§ **Your instructions**
The answer must be every line of the records in which the string "image" appears.

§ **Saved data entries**
= = =

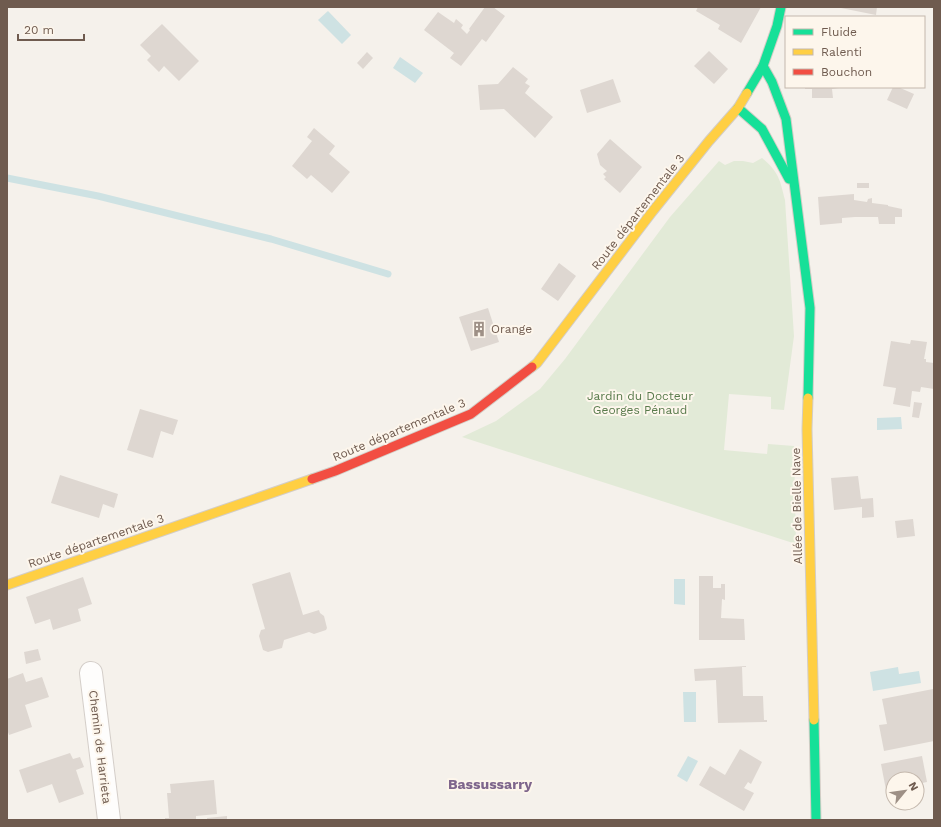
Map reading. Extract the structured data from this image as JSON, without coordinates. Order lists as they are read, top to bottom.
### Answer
{
  "streets": {
    "main road": ["Route départementale 3", "Allée de Bielle Nave"],
    "street": ["Chemin de Harrieta"]
  },
  "crossings": [
    ["Route départementale 3", "Allée de Bielle Nave"]
  ],
  "districts": ["Bassussarry"],
  "parks": ["Jardin du Docteur Georges Pénaud"],
  "places": {
    "building": ["Orange"]
  },
  "legend": ["Fluide", "Ralenti", "Bouchon"],
  "scale_bar": "20 m",
  "north": "top right"
}
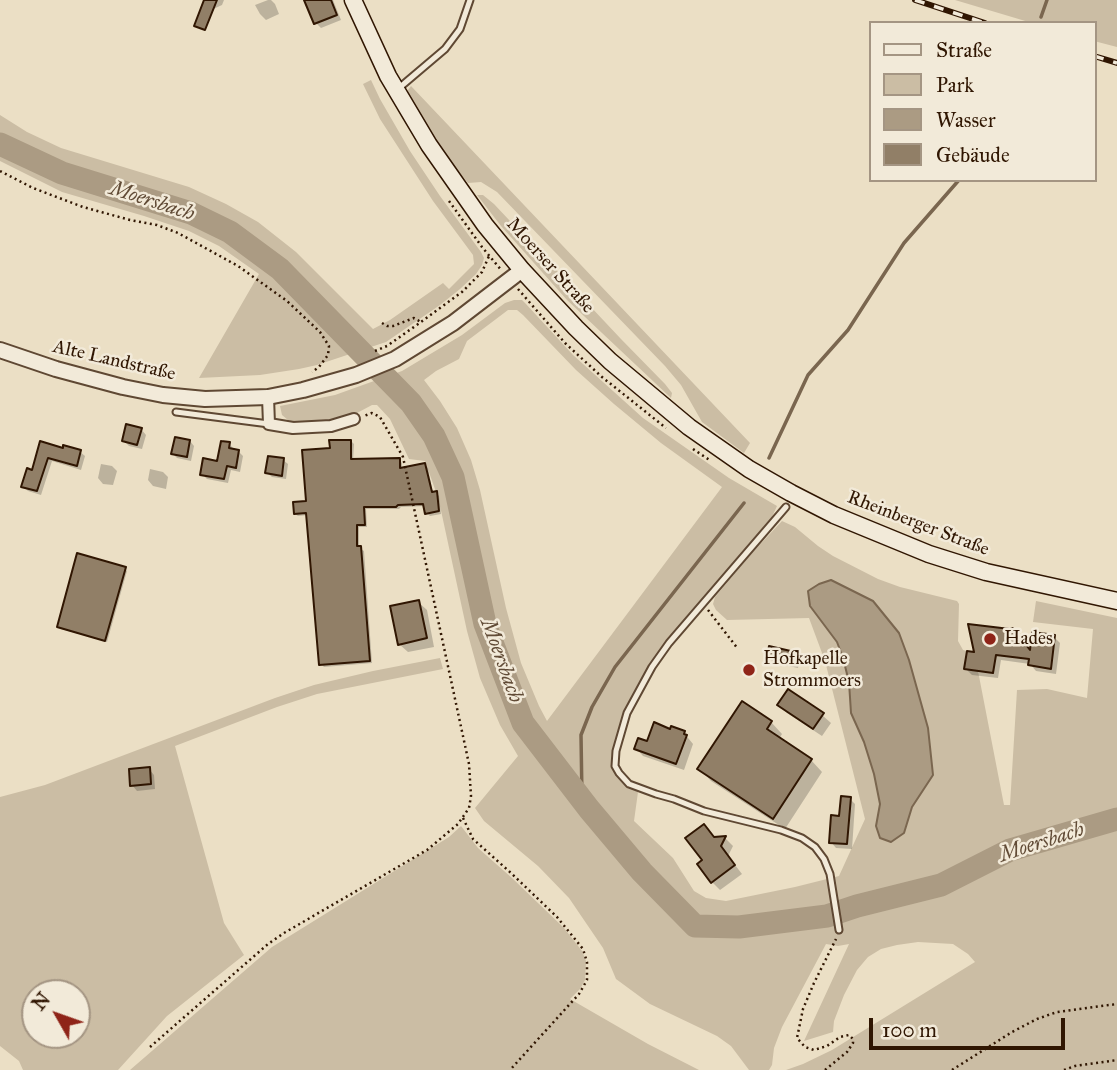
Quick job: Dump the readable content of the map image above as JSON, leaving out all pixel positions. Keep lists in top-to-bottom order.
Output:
{
  "streets": {
    "main road": ["Moerser Straße", "Rheinberger Straße"],
    "street": ["Alte Landstraße"]
  },
  "crossings": [
    ["Moerser Straße", "Alte Landstraße"],
    ["Moerser Straße", "Rheinberger Straße"]
  ],
  "water": ["Moersbach"],
  "places": ["Hades", "Hofkapelle Strommoers"],
  "legend": [
    "Straße",
    "Park",
    "Wasser",
    "Gebäude"
  ],
  "scale_bar": "100 m",
  "north": "top left"
}
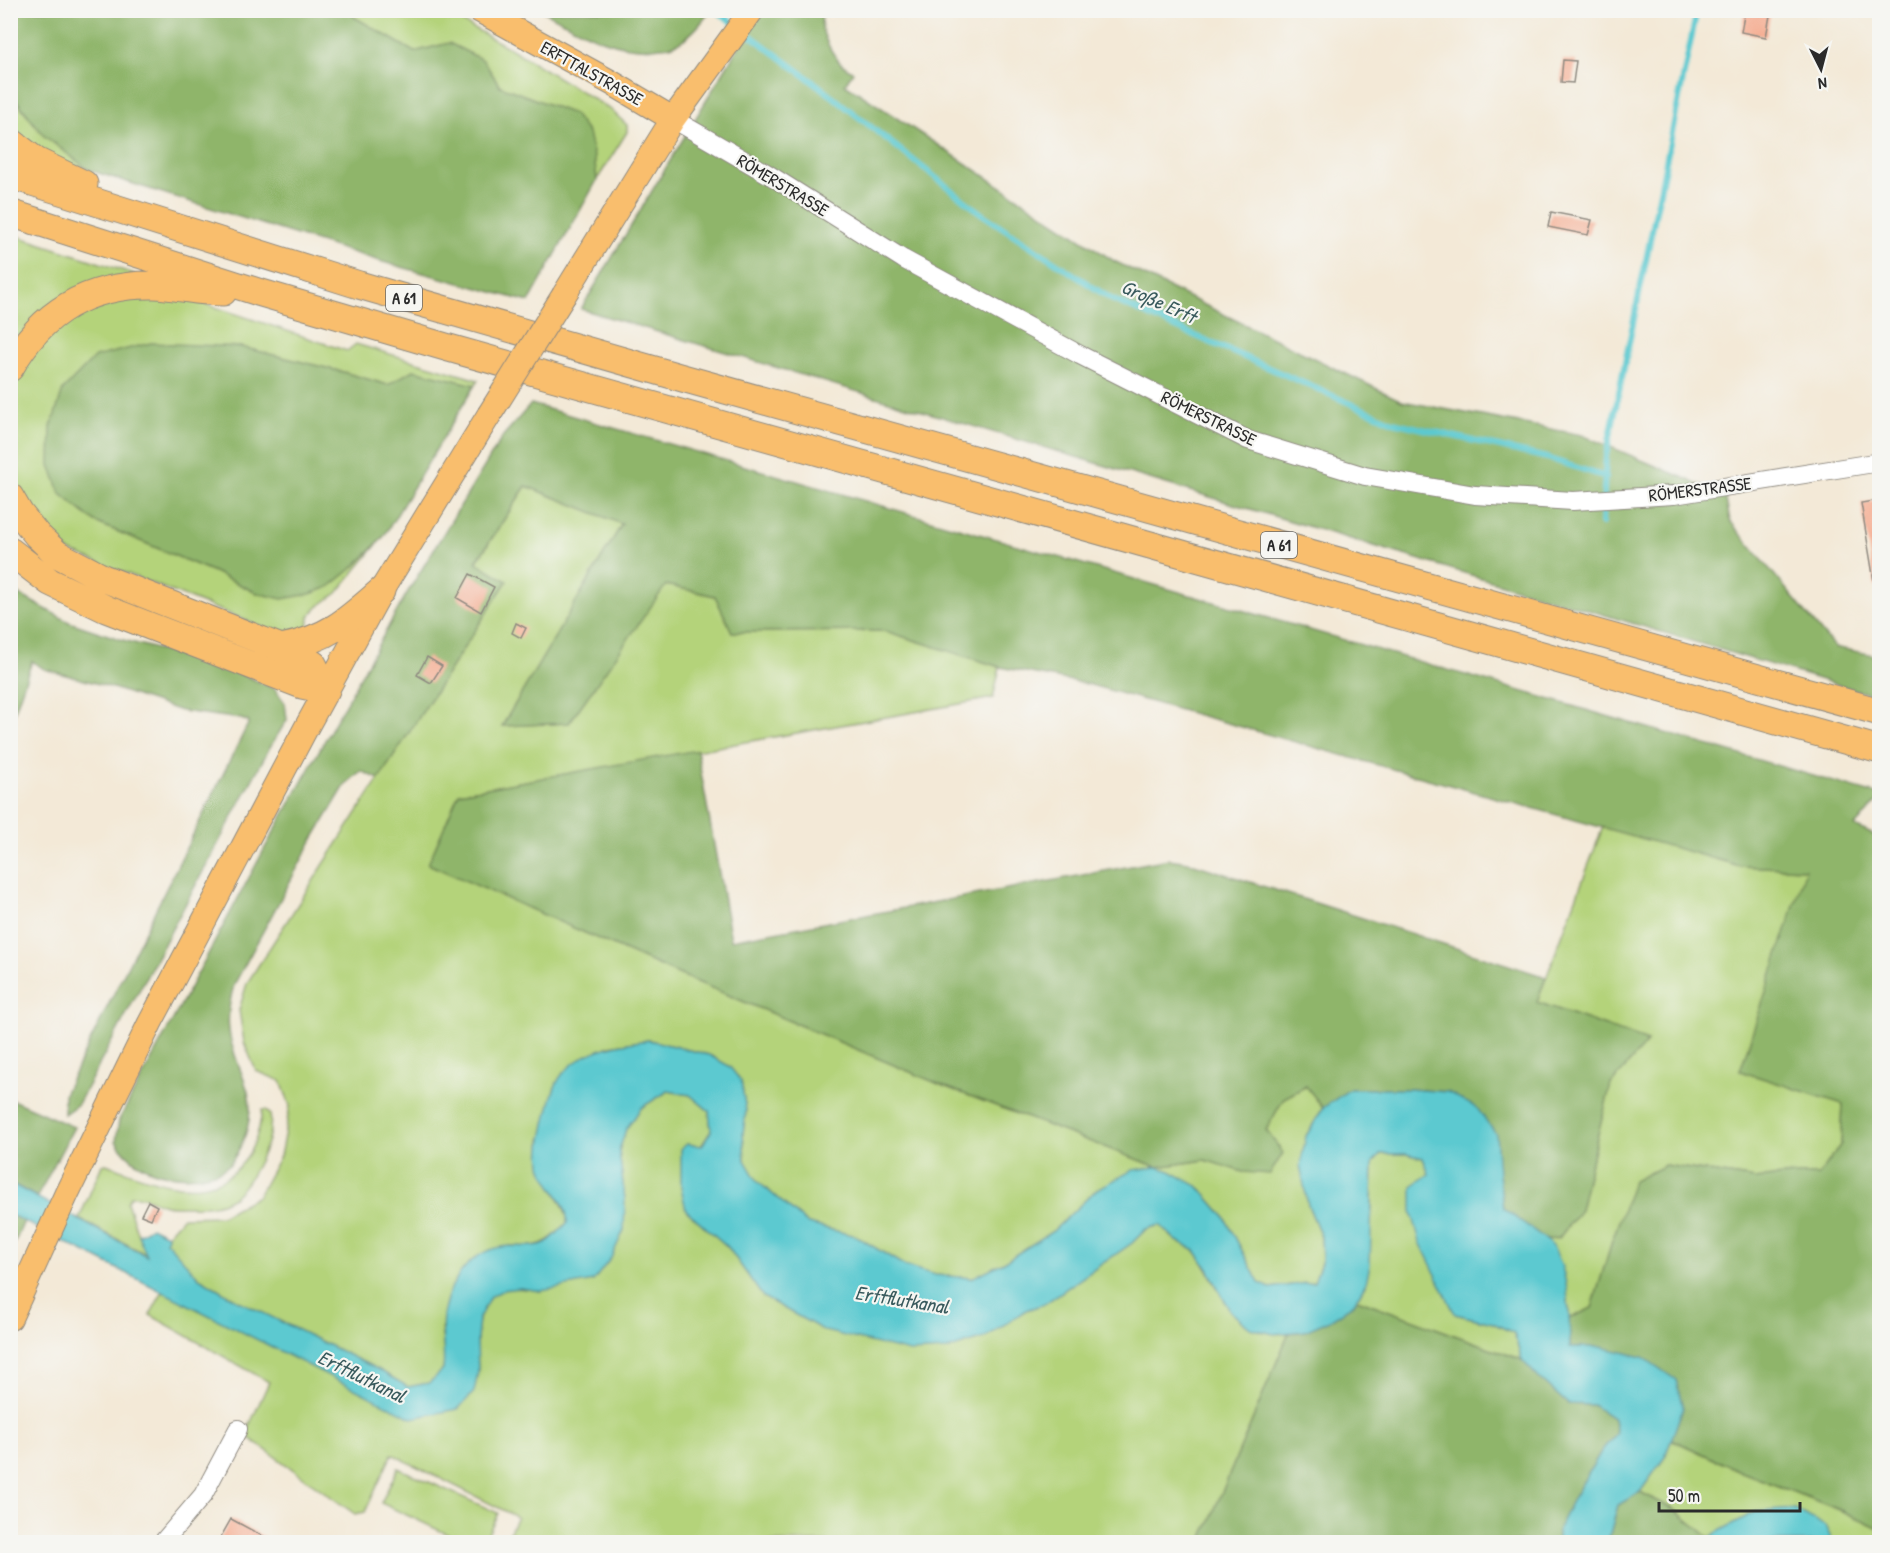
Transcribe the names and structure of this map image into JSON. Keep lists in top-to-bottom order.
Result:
{
  "streets": {
    "highway": ["A 61"],
    "main road": ["ERFTTALSTRASSE"],
    "street": ["RÖMERSTRASSE"]
  },
  "crossings": [
    ["ERFTTALSTRASSE", "RÖMERSTRASSE"]
  ],
  "water": ["Große Erft", "Erftflutkanal"],
  "scale_bar": "50 m",
  "north": "bottom"
}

= = =

§ **Answer for this exercise**
Map reading. Extract the structured data from this image as JSON, without coordinates. Order lists as they are read, top to bottom.
Quick job: Dump the readable content of the map image above as JSON, leaving out all pixel positions. Keep lists in top-to-bottom order.
Transcribe the names and structure of this map image into JSON. Keep lists in top-to-bottom order.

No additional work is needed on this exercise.